Kanal

Selamat Kepada DR. H. Akbarizan,MA.,M.Pd Sukses Meraih Gelar Profesor

RADARPEKANBARU.COM- Dekan Fasih UIN Suska Riau, DR. H. Akbarizan,MA.,M.Pd resmi meraih gelar profesor , Ucapan salam ukhuwah dari PROF. DR. KH. ILYAS HUSTI, MA.

Atas Nama Direktur Pascasarjana UIN SUSKA Riau, Ketua Umum MUI Kota Pekanbaru, Ketua Harian Masjid Agung Ar Rahman Kota Pekanbaru dan Ketua Forum Komunikasi Masyarakat Kampar Riau.

"Saya PROF. DR. KH. ILYAS HUSTI, MA dan Keluarga mengucapkan SELAMAT DAN SUKSES UNTUK PROF. DR. H. AKBARIZAN, MA.,M.Pd atas Prestasinya meraih Gelar Tertinggi di Akademik yaitu GURU BESAR / PROFESOR.Semoga membawa keberkahan dan Kemajuan untuk UIN SUSKA RIAU serta Dunia Pendidikan baik di Riau Maupun di Nasional dan Internasional," tulis Direktur Pasca Sarjana UIN Suska Riau ILYAS HUSTI melalui akun facebook resminya, (17/10).

Profesor Bukan Gelar Akademik

Dikutip dari tulisan Adnan Kasry, Guru Besar Manajemen Sumberdaya Perairan dan dosen Ilmu- ilmu Lingkungan Program Pasca Sarjana Univeritas Riau  Sumber : Riau Pos (13 Juni 2006)

Keberadaan Guru Besar atau lebih dikenal dengan sebutan Profesor pada sebuah Perguruan Tinggi (PT) akan mencerminkan salah satu tingkat kemajuan dan wibawa dari PT tersebut.
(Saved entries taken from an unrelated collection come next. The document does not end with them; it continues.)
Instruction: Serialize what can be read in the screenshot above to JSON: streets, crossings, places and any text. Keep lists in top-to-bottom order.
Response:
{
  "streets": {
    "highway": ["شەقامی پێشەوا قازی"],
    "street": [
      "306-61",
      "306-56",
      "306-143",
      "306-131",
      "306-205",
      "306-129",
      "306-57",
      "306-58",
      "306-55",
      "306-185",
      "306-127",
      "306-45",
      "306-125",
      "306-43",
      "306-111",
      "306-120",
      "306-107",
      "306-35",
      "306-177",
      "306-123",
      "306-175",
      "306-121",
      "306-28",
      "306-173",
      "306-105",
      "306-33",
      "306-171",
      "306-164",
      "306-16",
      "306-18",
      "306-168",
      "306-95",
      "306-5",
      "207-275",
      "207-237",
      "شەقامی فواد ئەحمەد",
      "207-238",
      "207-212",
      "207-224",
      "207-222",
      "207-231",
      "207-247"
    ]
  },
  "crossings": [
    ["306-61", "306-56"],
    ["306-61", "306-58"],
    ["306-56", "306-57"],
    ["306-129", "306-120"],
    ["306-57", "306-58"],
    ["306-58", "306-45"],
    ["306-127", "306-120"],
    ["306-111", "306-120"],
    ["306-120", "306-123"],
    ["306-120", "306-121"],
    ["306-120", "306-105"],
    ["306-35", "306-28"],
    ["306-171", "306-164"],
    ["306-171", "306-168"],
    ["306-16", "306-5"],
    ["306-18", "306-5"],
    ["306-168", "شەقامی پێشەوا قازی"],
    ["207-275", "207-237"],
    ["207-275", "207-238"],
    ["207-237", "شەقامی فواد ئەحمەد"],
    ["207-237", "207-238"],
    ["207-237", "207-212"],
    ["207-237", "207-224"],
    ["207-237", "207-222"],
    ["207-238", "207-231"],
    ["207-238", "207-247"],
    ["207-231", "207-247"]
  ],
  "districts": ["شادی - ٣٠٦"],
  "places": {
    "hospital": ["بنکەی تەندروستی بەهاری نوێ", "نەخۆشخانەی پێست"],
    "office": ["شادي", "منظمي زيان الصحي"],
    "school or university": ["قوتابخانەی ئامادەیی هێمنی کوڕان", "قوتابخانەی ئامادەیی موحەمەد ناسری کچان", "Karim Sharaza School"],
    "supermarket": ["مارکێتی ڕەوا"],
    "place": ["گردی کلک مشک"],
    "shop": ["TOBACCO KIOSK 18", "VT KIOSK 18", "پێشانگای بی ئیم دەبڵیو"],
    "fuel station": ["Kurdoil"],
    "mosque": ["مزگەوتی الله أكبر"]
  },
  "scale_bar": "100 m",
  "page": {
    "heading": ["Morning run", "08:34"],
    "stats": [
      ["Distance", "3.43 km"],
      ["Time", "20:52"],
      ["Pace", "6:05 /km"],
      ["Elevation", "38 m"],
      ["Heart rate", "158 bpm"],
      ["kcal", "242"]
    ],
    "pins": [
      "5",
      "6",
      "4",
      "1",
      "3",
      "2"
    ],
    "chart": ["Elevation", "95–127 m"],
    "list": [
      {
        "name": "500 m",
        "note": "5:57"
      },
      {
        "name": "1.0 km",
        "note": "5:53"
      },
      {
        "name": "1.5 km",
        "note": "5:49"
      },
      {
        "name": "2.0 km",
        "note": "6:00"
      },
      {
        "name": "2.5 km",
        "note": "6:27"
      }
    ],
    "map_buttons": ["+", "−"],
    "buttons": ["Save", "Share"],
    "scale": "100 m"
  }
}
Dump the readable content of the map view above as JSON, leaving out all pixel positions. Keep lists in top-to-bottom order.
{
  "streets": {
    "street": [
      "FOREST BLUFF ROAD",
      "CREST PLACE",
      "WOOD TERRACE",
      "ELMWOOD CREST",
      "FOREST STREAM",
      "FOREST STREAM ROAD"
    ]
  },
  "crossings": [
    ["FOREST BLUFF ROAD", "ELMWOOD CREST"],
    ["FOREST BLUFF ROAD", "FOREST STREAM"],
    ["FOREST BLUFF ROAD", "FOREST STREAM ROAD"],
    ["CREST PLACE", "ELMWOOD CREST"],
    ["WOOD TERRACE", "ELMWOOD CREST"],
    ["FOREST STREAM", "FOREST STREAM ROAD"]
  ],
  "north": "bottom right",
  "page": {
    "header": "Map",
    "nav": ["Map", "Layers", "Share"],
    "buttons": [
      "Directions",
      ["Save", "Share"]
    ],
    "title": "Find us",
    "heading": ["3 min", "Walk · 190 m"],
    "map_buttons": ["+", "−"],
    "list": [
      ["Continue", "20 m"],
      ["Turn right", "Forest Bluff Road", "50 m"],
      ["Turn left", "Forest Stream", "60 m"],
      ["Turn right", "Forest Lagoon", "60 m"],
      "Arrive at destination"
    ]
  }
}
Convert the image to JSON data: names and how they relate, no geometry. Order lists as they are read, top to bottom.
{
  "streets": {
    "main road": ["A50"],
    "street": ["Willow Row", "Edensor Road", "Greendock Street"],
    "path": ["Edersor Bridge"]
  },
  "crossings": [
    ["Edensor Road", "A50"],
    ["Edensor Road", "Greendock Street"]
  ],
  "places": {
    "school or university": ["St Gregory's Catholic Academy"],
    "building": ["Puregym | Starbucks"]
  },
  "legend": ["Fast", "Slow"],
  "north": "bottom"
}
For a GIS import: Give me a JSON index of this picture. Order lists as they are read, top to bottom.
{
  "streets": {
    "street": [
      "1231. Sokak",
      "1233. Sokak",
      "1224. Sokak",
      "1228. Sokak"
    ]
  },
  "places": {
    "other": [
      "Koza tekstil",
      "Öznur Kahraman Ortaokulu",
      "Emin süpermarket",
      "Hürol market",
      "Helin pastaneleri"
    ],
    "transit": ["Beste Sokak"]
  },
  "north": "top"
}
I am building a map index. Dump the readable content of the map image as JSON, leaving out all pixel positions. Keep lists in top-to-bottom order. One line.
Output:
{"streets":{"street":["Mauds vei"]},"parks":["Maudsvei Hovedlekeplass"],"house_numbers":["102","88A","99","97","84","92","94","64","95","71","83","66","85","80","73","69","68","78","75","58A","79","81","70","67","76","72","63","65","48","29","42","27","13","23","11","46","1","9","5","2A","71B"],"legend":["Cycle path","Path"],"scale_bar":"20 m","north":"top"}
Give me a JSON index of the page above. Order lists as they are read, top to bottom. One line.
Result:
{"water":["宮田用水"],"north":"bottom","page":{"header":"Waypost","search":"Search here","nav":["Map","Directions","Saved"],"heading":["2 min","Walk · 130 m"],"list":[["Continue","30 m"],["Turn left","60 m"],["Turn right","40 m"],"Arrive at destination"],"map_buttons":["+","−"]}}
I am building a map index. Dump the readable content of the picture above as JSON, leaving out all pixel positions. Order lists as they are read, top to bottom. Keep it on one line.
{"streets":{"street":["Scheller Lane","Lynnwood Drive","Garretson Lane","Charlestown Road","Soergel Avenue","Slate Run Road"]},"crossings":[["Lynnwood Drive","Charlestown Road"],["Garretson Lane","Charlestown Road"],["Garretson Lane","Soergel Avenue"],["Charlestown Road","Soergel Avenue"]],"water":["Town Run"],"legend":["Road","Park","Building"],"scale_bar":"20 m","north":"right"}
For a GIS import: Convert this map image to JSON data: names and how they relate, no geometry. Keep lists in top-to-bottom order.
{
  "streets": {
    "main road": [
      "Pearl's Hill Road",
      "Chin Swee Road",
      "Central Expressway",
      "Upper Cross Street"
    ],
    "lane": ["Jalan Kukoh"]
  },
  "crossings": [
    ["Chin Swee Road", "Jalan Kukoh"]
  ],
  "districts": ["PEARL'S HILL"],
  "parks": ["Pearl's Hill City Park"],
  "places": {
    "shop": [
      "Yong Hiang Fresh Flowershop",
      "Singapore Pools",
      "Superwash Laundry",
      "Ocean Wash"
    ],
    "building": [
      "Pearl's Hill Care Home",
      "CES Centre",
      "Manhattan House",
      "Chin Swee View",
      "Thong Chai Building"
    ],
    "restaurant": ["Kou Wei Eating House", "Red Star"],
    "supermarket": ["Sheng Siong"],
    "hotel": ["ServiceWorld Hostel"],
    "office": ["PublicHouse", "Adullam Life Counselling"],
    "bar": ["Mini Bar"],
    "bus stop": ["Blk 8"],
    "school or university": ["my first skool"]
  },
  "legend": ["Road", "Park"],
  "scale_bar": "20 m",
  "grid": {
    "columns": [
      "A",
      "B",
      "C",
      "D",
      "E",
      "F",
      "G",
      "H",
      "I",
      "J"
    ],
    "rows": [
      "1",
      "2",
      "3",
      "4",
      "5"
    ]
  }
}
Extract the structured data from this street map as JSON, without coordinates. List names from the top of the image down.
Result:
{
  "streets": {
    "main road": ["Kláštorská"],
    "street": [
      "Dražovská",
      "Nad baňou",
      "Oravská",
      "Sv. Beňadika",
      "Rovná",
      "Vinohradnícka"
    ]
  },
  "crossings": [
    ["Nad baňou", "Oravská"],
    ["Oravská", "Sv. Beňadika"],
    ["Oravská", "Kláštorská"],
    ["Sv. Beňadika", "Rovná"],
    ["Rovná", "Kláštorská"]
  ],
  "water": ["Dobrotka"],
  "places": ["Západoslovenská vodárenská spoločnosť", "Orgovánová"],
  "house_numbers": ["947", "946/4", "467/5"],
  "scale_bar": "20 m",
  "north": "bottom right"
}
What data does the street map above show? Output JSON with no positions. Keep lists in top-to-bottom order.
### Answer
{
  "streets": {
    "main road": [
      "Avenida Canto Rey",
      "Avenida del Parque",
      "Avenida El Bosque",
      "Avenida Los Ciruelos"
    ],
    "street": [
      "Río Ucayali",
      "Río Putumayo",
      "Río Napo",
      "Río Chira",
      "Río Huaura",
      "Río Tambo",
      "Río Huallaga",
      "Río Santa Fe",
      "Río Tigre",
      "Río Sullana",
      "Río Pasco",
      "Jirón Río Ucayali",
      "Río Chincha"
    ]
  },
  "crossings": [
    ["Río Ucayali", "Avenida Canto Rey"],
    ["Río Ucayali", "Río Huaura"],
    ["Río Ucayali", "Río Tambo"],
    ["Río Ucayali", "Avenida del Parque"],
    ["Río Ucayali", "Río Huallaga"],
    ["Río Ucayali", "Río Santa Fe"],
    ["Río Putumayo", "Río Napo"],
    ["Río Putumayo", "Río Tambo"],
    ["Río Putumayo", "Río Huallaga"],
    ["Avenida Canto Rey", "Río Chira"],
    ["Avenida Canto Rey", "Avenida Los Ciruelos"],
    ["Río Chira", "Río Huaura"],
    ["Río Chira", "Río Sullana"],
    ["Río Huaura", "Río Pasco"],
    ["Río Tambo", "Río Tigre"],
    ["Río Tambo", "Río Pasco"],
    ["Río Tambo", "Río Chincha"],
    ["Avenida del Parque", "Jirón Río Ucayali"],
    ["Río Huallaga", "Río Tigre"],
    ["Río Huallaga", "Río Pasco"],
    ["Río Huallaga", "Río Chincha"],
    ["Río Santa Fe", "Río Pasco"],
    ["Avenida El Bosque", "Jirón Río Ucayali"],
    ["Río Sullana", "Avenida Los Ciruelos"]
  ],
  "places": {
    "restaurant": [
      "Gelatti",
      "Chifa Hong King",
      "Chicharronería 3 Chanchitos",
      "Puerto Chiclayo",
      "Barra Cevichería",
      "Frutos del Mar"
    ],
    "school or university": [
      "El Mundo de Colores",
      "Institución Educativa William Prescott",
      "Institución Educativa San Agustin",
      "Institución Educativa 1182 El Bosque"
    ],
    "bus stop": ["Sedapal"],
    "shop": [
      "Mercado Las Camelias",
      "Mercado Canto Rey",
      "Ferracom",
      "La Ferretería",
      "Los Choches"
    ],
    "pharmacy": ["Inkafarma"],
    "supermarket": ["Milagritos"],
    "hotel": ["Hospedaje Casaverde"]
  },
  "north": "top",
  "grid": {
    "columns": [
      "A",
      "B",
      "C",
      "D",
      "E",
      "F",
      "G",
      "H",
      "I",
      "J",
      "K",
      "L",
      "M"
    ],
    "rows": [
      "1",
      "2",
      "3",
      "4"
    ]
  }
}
Akan sangatlah bermakna apabila profesor yang masih aktif menghasilkan karya ilmiah dan buah pemikiran yang bermanfaat bagi kemajuan ilmu pengetahuan dan teknologi serta kemaslahatan masyarakat.

Tetapi, akhir-akhir ini ada kerancuan sebutan profesor, apakah itu merupakan gelar akademik ataukah jabatan akademik. Kapan waktunya seorang profesor tetap dibolehkan menggunakan kata "Prof " di depan namanya. Kerancuan ini antara lain dipicu antara lain oleh pewisudaan 148 tenaga peneliti yang telah mencapai Ahli Peneliti Utama dalam lingkungan Lembaga Penelitian Ilmu Pengetahuan Indonesia (LIPI) awal Januari lalu.

Tidak jarang di kalangan akademik sendiri ada yang beranggapan bahwa profesor adalah gelar akademik tertinggi di PT, bahkan Mendiknas Prof Dr Bambang Sudibjo, entah keseleo atau wartawan yang salah kutip dalam satu wawancara juga menyebut "gelar Profesor " (Tempo, April 2006). Di kota-kota besar juga sering kita temukan nama jalan atau gedung dengan nama-nama orang ternama yang sudah almarhum seperti Jalan Prof Muhammad Yamin SH, RSU Prof Dr Yulianto Saroso (RS untuk penanganan kasus Flu Burung Jakarta), bahkan Jalan di Kampus Unri Binawidya Panam juga ada Jalan Prof Dr Mukhtar Luthfi (almarhum).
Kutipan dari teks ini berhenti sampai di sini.